Martin Shkreli, the Turing Pharmaceuticals CEO who made headlines for hiking by 5400% the price of AIDS drug Daraprim putting it out of reach of most who needed it, has been arrested in a securiies probe, the AP reports:
Calls to an attorney that has represented Shkreli in the past were not immediately returned. His arrest was confirmed Thursday by FBI spokeswoman Kelly Langmesser.
The federal case against him has nothing to do with pharmaceutical costs, however. Prosecutors in Brooklyn charged him with illegally taking stock from Retrophin Inc., a biotechnology firm he started in 2011, and using it to pay off debts from unrelated business dealings. He was later ousted from the company, where he'd been chief executive officer, and sued by its board.
In the case that closely tracks that suit, federal prosecutors accused Shkreli of engaging in a complicated shell game after his defunct hedge fund, MSMB Capital Management, lost millions. He is alleged to have made secret payoffs and set up sham consulting arrangements. A New York lawyer, Evan Greebel, was also arrested early Thursday. He's accused of conspiring with Shkreli in part of the scheme.
Shkreli allegedly used Retrophin stock to “enrich himself” and “resolve claims” made by investors in MSMB Capital Management. The suit also contends that Shkreli prompted Retrophin to sign “sham consulting agreements” with other aggrieved investors in the fund, which reportedly lost millions of dollars.
In September, Shkreli, a former hedge fund manager, hiked the price of Daraprim, a drug used to help (among others) AIDS patients with compromised immune systems, from $13.50 a tablet to $750 per tablet.
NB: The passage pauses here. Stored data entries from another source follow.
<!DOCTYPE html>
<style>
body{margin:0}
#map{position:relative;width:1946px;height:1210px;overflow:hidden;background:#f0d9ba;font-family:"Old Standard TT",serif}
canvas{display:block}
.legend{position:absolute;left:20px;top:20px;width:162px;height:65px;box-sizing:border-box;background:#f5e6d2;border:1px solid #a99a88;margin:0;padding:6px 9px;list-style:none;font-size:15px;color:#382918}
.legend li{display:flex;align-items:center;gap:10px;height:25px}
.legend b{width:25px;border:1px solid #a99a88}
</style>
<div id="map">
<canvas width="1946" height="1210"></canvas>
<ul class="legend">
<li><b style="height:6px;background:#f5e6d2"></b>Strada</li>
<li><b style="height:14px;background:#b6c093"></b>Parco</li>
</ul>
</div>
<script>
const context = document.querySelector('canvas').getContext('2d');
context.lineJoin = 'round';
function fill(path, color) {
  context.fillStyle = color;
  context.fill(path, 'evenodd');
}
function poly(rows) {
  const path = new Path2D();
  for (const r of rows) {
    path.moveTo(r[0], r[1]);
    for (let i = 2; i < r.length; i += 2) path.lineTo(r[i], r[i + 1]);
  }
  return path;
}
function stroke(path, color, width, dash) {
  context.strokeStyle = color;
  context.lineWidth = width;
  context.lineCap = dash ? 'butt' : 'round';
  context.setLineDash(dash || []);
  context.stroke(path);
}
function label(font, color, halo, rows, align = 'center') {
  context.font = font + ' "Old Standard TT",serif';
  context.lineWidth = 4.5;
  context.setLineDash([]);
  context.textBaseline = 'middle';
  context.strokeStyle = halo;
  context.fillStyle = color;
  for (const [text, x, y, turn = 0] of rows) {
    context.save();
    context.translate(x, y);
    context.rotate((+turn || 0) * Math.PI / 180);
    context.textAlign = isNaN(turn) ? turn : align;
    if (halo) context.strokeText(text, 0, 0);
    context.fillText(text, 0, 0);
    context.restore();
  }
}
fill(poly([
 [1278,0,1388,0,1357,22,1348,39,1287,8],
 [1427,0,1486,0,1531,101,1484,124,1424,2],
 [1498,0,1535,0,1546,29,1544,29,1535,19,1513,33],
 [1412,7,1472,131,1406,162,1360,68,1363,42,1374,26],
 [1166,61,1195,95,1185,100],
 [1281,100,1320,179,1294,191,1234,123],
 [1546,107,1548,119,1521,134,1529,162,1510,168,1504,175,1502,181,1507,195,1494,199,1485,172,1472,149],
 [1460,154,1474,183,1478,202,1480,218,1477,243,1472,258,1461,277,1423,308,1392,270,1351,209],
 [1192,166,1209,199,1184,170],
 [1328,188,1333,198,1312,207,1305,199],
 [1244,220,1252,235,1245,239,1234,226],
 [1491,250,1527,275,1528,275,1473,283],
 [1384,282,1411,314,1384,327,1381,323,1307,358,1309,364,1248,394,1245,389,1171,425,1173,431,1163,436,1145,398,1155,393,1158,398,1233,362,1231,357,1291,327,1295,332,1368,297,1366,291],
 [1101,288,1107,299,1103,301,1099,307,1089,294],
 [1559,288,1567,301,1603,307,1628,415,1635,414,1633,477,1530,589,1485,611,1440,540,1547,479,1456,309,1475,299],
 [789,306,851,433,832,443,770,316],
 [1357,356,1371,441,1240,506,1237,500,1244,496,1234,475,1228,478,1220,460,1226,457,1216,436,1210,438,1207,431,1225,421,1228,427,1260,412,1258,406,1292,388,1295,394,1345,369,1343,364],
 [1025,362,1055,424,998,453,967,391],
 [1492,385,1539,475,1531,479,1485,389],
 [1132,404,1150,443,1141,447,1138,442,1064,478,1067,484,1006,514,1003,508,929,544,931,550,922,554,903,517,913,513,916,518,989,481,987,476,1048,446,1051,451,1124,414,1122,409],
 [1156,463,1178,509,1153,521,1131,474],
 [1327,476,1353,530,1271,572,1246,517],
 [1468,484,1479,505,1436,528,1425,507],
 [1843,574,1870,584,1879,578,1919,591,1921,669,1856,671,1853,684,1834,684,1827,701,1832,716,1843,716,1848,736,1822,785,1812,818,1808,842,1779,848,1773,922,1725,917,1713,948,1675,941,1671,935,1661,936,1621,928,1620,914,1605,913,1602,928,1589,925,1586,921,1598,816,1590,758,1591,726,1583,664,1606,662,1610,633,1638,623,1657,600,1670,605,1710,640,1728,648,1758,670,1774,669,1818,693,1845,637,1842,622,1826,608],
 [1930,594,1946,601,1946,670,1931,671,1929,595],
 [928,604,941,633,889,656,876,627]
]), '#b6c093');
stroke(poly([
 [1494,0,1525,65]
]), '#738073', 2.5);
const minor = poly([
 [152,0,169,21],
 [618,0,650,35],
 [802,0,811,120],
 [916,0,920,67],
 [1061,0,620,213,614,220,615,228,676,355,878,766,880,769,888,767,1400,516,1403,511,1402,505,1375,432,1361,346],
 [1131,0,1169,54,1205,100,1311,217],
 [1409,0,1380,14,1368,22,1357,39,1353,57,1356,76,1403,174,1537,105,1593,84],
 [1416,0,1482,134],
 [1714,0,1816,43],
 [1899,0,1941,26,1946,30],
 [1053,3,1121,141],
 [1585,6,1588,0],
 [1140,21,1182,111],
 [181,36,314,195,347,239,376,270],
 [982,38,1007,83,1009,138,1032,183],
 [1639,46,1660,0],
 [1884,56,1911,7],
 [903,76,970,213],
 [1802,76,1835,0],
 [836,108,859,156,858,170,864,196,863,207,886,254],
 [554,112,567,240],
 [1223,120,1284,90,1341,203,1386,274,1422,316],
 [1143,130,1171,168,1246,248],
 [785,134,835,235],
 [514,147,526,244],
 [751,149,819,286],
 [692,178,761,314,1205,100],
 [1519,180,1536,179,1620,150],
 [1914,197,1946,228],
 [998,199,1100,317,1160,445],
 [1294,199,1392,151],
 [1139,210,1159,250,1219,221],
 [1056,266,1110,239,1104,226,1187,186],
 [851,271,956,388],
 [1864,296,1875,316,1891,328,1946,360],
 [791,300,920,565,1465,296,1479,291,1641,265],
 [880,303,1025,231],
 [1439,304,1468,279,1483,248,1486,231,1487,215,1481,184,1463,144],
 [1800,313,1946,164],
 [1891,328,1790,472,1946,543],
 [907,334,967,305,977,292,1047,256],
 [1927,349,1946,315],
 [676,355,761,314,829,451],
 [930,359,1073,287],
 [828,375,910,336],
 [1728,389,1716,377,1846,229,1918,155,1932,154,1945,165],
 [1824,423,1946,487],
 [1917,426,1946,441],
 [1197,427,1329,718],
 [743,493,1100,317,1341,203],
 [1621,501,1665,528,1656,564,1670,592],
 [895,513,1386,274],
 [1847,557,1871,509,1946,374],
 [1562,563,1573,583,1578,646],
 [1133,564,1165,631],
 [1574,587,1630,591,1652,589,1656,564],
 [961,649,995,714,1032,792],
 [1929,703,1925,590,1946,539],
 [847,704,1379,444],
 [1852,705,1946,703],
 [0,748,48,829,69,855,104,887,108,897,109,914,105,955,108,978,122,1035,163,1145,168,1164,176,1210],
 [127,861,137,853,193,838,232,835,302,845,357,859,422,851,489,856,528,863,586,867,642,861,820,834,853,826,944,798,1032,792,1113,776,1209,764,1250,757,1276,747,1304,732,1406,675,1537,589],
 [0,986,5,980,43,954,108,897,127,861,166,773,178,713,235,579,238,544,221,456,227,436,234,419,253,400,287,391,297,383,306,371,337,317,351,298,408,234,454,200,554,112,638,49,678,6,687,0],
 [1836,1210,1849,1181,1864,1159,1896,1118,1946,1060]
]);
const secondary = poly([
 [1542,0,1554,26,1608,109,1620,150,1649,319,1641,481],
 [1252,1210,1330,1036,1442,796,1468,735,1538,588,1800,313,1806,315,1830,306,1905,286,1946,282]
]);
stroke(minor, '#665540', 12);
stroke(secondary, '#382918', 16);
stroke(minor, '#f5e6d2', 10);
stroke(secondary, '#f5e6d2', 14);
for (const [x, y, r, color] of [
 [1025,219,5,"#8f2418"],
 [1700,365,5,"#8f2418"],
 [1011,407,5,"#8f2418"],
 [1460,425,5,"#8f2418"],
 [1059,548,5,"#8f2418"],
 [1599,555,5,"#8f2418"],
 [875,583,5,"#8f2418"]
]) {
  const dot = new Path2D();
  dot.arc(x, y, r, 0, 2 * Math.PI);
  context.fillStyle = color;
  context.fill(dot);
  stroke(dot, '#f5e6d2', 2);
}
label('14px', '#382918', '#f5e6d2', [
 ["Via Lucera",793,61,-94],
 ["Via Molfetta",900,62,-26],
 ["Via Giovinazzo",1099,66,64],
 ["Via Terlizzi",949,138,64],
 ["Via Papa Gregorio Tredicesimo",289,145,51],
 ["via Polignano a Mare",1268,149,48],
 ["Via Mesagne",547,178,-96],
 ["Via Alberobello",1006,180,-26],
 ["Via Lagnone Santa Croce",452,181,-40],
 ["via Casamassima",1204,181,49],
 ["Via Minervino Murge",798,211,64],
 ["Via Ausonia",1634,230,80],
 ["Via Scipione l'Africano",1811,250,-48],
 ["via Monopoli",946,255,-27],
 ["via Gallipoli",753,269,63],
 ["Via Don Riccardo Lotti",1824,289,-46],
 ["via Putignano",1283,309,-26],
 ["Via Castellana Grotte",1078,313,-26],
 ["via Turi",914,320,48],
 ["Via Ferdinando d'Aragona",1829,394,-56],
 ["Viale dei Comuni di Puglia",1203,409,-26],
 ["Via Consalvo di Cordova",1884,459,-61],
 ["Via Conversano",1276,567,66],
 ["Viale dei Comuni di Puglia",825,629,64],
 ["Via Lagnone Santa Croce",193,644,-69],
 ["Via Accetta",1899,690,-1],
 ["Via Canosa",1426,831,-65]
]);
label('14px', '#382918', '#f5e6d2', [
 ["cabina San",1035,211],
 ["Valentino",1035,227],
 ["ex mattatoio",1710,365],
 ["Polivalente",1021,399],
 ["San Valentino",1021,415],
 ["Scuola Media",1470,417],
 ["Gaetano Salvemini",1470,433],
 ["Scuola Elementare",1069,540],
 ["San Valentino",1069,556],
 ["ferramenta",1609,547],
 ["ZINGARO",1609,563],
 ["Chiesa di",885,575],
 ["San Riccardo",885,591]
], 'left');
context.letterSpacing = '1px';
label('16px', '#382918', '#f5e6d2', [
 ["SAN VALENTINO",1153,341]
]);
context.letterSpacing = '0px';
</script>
Turing announced it had raised $90 million from Shkreli and other investors in its first round of financing on the same day as the pricejacking.
Shkreli started Turing Pharmaceuticals, Daily Kos reported, “after a stint in his 20s as a hedge fund manager who shorted the stocks of pharmaceutical companies, and then tried to insert himself in the Food and Drug Administration's approval process when drugs made by the companies he was shorting were being considered for approval.”
They added:
Now, you are probably wondering, why do our leaders let profiteers like Shkreli get way with this nonsense? The answer is that we are the only major country in the world that does not negotiate drug prices for all of our people. In Italy or France or Canada or Denmark or Germany, the government sits down with drug companies and says, “we will only pay you this much money for your drug in our country. Take it or leave it!” In the United States, Medicare — our single-payer program for those 65 and older who consume the majority of drugs in this country — is legally barred from negotiating lower drug prices. The American taxpayers must literally pay the price that Turing or Pfizer or any other drug company demands. It's blackmail. It's extortion.
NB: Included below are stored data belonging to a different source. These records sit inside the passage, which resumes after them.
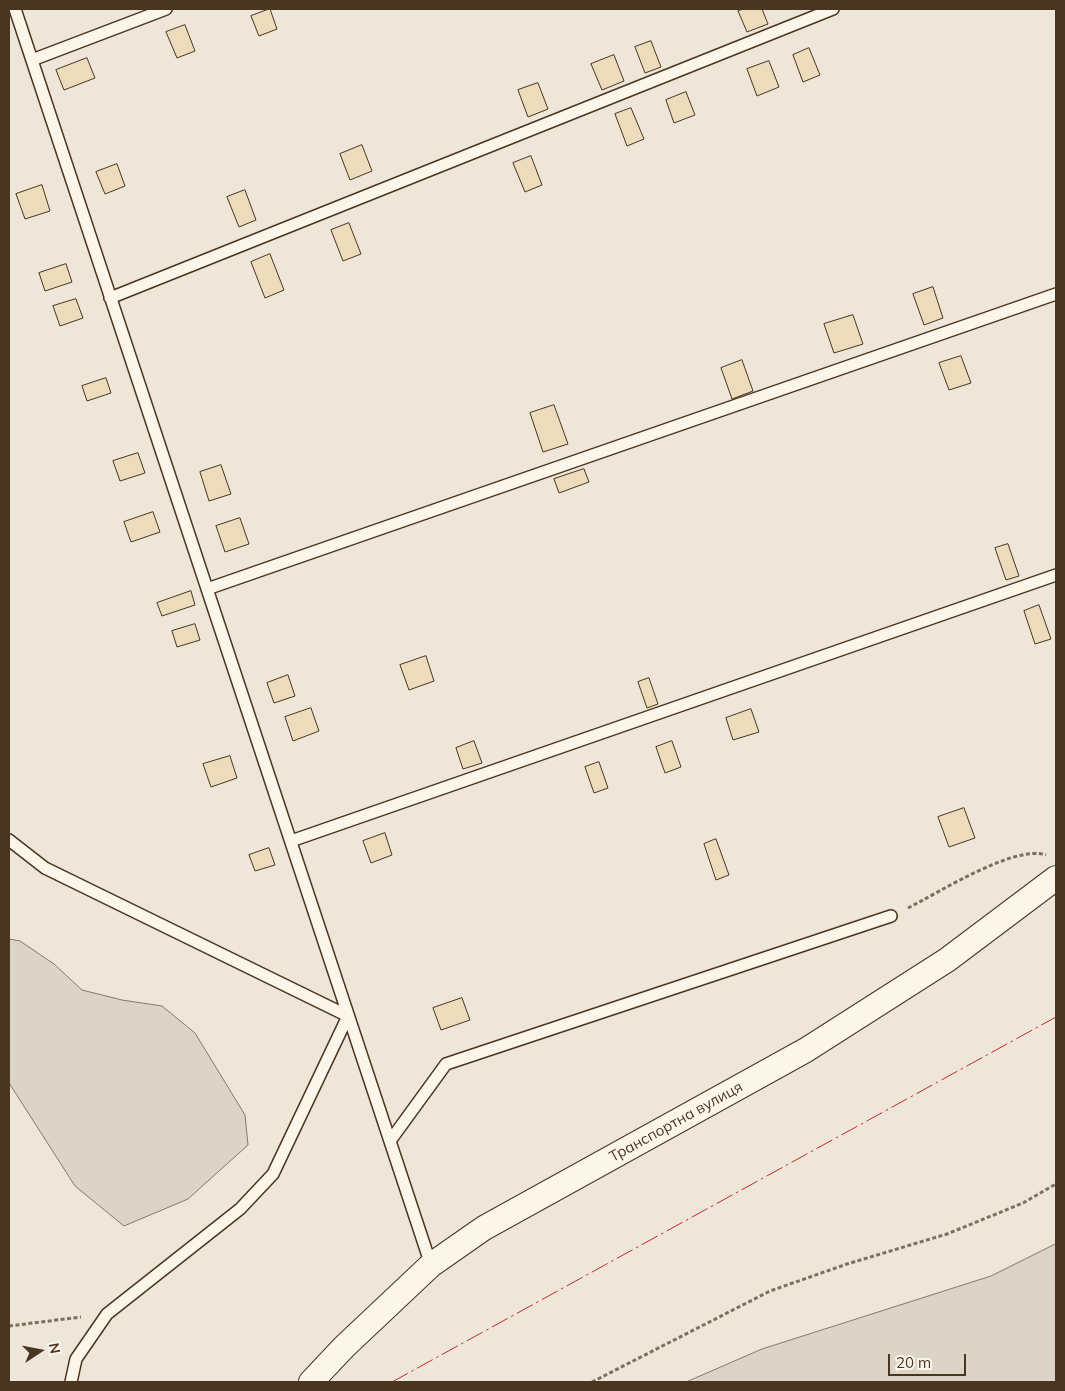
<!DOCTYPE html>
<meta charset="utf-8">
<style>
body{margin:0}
#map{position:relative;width:1065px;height:1391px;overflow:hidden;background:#fbf6e9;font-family:Mulish,sans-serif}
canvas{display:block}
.frame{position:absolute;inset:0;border:10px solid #4a3520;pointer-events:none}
.north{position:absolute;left:15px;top:1326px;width:50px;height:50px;-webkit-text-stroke:4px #fbf6e9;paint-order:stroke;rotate:79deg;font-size:14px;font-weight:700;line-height:20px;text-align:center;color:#4a3520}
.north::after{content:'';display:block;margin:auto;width:18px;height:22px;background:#4a3520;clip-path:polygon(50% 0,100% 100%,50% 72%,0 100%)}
.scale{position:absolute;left:888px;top:1354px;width:78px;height:22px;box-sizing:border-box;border:2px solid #4a3520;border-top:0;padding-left:6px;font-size:15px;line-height:18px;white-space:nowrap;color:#4a3520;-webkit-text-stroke:4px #fbf6e9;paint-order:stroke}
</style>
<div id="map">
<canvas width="1065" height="1391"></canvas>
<div class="frame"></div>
<div class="north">N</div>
<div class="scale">20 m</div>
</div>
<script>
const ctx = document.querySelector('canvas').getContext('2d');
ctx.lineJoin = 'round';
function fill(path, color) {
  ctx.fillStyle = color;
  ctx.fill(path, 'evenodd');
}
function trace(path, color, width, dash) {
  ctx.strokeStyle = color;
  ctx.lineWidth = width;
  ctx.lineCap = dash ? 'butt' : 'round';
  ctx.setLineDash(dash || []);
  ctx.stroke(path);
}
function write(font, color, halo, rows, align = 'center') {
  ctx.font = font + ' Mulish,sans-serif';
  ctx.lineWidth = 4;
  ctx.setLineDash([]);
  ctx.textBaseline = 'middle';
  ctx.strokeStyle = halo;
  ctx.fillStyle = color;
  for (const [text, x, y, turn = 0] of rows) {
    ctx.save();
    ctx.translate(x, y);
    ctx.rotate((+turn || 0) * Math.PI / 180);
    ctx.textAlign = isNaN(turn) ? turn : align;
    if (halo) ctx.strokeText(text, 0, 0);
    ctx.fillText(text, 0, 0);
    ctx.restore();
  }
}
const green = new Path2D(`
 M9,9H1056V1382H9Z`);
fill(green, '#ede6d9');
trace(green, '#887966', 1);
const water = new Path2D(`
 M9,939L20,941L54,964L82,990L122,1000L162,1006L195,1033L245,1115L248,1145L188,1199L124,1226L75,1186L9,1083Z
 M1056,1244V1382H686L762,1349L991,1276Z`);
fill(water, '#dcd4c6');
trace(water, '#887966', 1);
const building = new Path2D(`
 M270,9L277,29L259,36L251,16Z
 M744,9H762L768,24L747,32L738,11Z
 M185,25L195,51L177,58L166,32Z
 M651,41L661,67L645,73L635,47Z
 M809,48L820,75L803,82L793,55Z
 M614,55L624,81L602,90L591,64Z
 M87,58L95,78L64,90L56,70Z
 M769,61L779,87L757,96L747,69Z
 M538,83L548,109L528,117L518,90Z
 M686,92L695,115L674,123L666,100Z
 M631,108L644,139L627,146L615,114Z
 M362,145L372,171L350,180L340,154Z
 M531,156L542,185L525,192L513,163Z
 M117,164L125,186L105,194L96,172Z
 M42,185L50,211L25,219L16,194Z
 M245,190L256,220L239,227L227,197Z
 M349,223L361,254L343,261L331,230Z
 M270,254L284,290L265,298L251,262Z
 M66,264L72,282L45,291L39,273Z
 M933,287L943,318L924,325L913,294Z
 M76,299L83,318L60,326L53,306Z
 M853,315L863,344L834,353L824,324Z
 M961,356L971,383L949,390L939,363Z
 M742,360L753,391L732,399L721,368Z
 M106,378L111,393L87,401L82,386Z
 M554,405L568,444L543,452L530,413Z
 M138,453L145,473L120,481L113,461Z
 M221,465L231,494L209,501L200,472Z
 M584,469L589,482L559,493L554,479Z
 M153,512L160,532L131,542L124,522Z
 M240,518L249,544L225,552L216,526Z
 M1008,544L1019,576L1006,580L995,548Z
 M191,591L195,605L162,616L157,603Z
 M1039,605L1051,639L1035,644L1024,611Z
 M195,624L200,640L177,647L172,631Z
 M426,656L434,681L409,690L400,665Z
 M288,675L295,696L274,703L267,683Z
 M649,678L658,704L647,708L638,682Z
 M311,708L319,731L293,741L285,717Z
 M751,709L759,732L733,740L726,718Z
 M474,741L482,763L463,769L456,748Z
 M672,741L681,767L665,773L656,747Z
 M230,756L237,778L211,787L203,764Z
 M599,762L608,788L594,793L585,767Z
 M964,808L975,838L949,847L938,817Z
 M385,833L392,855L371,863L363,841Z
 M716,839L729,875L716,880L704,844Z
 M269,848L275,865L255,871L249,855Z
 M462,998L470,1020L441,1030L433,1008Z`);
fill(building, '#ecdcbc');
trace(building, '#4a3520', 1);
const lane = new Path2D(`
 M15,9L431,1265
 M32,60L166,9
 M110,298L833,9
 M207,589L1056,294
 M9,840L45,868L348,1016L273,1174L240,1209L107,1314L76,1359L71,1382
 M291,841L1056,575
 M390,1141L446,1064L891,916`);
const street = new Path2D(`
 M311,1382L344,1347L431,1265L484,1228L806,1050L947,960L1056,878`);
trace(lane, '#4a3520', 14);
trace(street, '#4a3520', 26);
trace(new Path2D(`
 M908,908C938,893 1015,844 1046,855
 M9,1326L81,1317
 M592,1382L770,1291L847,1264L947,1234L1023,1203L1056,1184`), '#7f6f5c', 3, [4, 2.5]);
trace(lane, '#fbf6e9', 11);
trace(street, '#fbf6e9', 24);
trace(new Path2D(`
 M392,1382L1056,1017`), '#c62828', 1, [18, 4, 2.5, 4]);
write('15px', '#4a3520', '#fbf6e9', [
 ["Транспортна вулиця",676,1122,-29]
]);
</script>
Shkreli promised to drop the price of Daraprim shortly after the outcry but his solution pleased few.
Despite pledging to cut its price, Turing Pharmaceuticals announced it would only provide discounts of up to 50 percent, for hospitals. Shkreli later said he regretted that he hadn't charged even more for the drug.
Then, last week, Shkreli announced he was about to hike the price of another drug, which treats Chagas disease: “Mr. Shkreli said on a conference call with KaloBios investors last week that if the company won F.D.A. approval for benznidazole, it would have exclusive rights to sell it in the United States for at least five years. He said the price would be similar to that of hepatitis C drugs, which cost $60,000 to nearly $100,000 for a course of treatment. In Latin America, benznidazole costs $50 to $100 for the typical two-month course of treatment.”
On another note, Bloomberg reports that Shkreli is also the mystery buyer of the only known copy of the new Wu-Tang Clan album that was recently auctioned for millions of dollars:
Having participated in bidding wars for companies and drugs, Shkreli says he had a feeling from the start that he'd made the highest offer for Shaolin. As it turned out, he was right. Shkreli won't say how much he paid. But someone familiar with the deal says that the Wu-Tang Clan sold him the album for $2 million. Before he closed on the acquisition, Shkreli was permitted to listen to a few more snippets to make sure it was all there. Shkreli delegated the task to an employee. The same month, news broke that Shkreli's new company, Turing Pharmaceuticals, had purchased an anti-parasitic drug called Daraprim and raised its price from $13.50 a pill to $750. Democratic presidential candidate Hillary Clinton denounced him. “Price gouging like this in the specialty drug market is outrageous,” Clinton tweeted. Her Republican opponent Donald Trump also attacked Shkreli. “He looks like a spoiled brat to me,” Trump said. The BBC wrote that Shkreli “may be the most hated man in America.”…
…Shkreli seems more concerned about how the Wu-Tang Clan would react to the Daraprim dispute. “I was a little worried that they were going to walk out of the deal,” he says. “But by then we'd closed. The whole kind of thing since then has been just kind of ‘Well, do we want to announce it's him? Do we not want to announce it's him?' I think they were trying to cover their butts a little bit.” Paddle8 says it doesn't disclose client information.